Health! Studies show that vegetarian diets are statistically higher in vitamins A, B2, C and E, beta carotene, calcium and folate than non-vegetarian diets. There is also recent research that indicates vegetarians experience a significantly lower overall incidence of cancer and a lower BMI than non-vegetarians.
Vegetarian Awareness Month Kicks Off with World Vegetarian Day
Carnivores are being challenged to lighten their diets and go meatless in October, which marks Vegetarian Awareness Month.
On October 1, World Vegetarian Day, vegetarians and non-vegetarians alike have taken to social media channels like Twitter to promote the campaign and share their recipes for meatless meals.
Celebrity chef Jamie Oliver, who’s been a vocal supporter of the meat-free Mondays movement, offered up his top vegetarian recipes like Rigatoni with roasted tomatoes, Keralan veggie curry and Sicilian eggplant stew.
Originally started in 1977 by the North American Vegetarian Society, the movement grew into a global event when it was endorsed by the International Vegetarian Union a year later.
During the month of October, carnivores are encouraged to make concerted efforts to eat meatless meals a few days a week or take up the full challenge and go meat-free for the entire month.
Those who take up the challenge can also register their efforts for the chance to win cash loot: $1,000 for those who go vegetarian for the full month; $500 for a week; and $250 for one day.
That means abstaining from meat, fish and fowl.
New research out of market research firm Mintel, meanwhile, found that the vegetarian market is on the rise around the world: in 2013, 12 percent of global food and drink product launches carried a vegetarian claim, up from six percent in 2009.
According to the North American Vegetarian Society, vegetarian diets reduce the risk of heart disease, stroke and cancer.
On a global scale, eating less meat also provides a viable answer to issues around global food security and shortages and is an environmentally friendly, socially responsible lifestyle.
Do Vegetarian’s Really Live Longer?
1. Low blood pressure: In the latest study, researchers found that not only do vegetarians have lower blood pressure on average, but that vegetarian diets could be used to lower blood pressure among people who need an intervention.
2. Lower risk of death: A 2013 study of more than 70,000 people found that vegetarians had a 12% lower risk of death compared with non-vegetarians. With none of the saturated fat and cholesterol that clogs arteries, vegetarians may be at a lower risk for chronic diseases overall.
3. Better moods: A 2012 study randomly split participants into a three diets: all-meat allowed, fish-only, and vegetarian no-meat.

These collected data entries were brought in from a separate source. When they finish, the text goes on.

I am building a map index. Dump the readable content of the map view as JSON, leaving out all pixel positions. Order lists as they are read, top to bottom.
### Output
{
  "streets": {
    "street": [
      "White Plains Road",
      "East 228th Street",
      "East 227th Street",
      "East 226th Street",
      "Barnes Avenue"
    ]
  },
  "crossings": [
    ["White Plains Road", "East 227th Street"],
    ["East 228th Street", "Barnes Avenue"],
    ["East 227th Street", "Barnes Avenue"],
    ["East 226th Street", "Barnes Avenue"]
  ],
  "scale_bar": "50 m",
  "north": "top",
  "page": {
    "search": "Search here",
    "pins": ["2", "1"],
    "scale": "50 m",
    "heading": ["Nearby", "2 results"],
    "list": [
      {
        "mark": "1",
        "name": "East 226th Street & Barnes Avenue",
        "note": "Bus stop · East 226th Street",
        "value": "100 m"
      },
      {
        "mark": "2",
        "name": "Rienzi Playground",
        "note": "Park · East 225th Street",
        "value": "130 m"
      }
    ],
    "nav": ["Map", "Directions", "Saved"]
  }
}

The researchers found that after two weeks, the people on the vegetarian diet reported more mood improvements than those on the other two diets.
4. Less chance of heart disease: Another 2013 study of 44,000 people reported that vegetarians were 32% less likely to develop ischemic heart disease.
5. Lower risk of cancer: Researchers at Loma Linda University in California studied different versions of the vegetarian diet and cancer risk among people at a low risk for cancer overall and discovered that a vegetarian diet may have protective benefits. Although the study is not the final say on the matter, vegans had the lowest risk for cancers, specifically cancers most common among women, like breast cancer.
6. Lower risk of diabetes: Studies have shown that vegetarians are at a lower risk for developing diabetes. While the diet won’t cure the disease, it can lower an individual’s risk by helping them maintain weight and improve blood sugar control.
7. Less likely to be overweight: Research shows that vegetarians tend to be leaner than their meat-eating counterparts, and that they also tend to have lower cholesterol and body mass index (BMI). Some data suggests that a vegetarian diet can help with weight loss and be better for maintaining a healthy weight over time.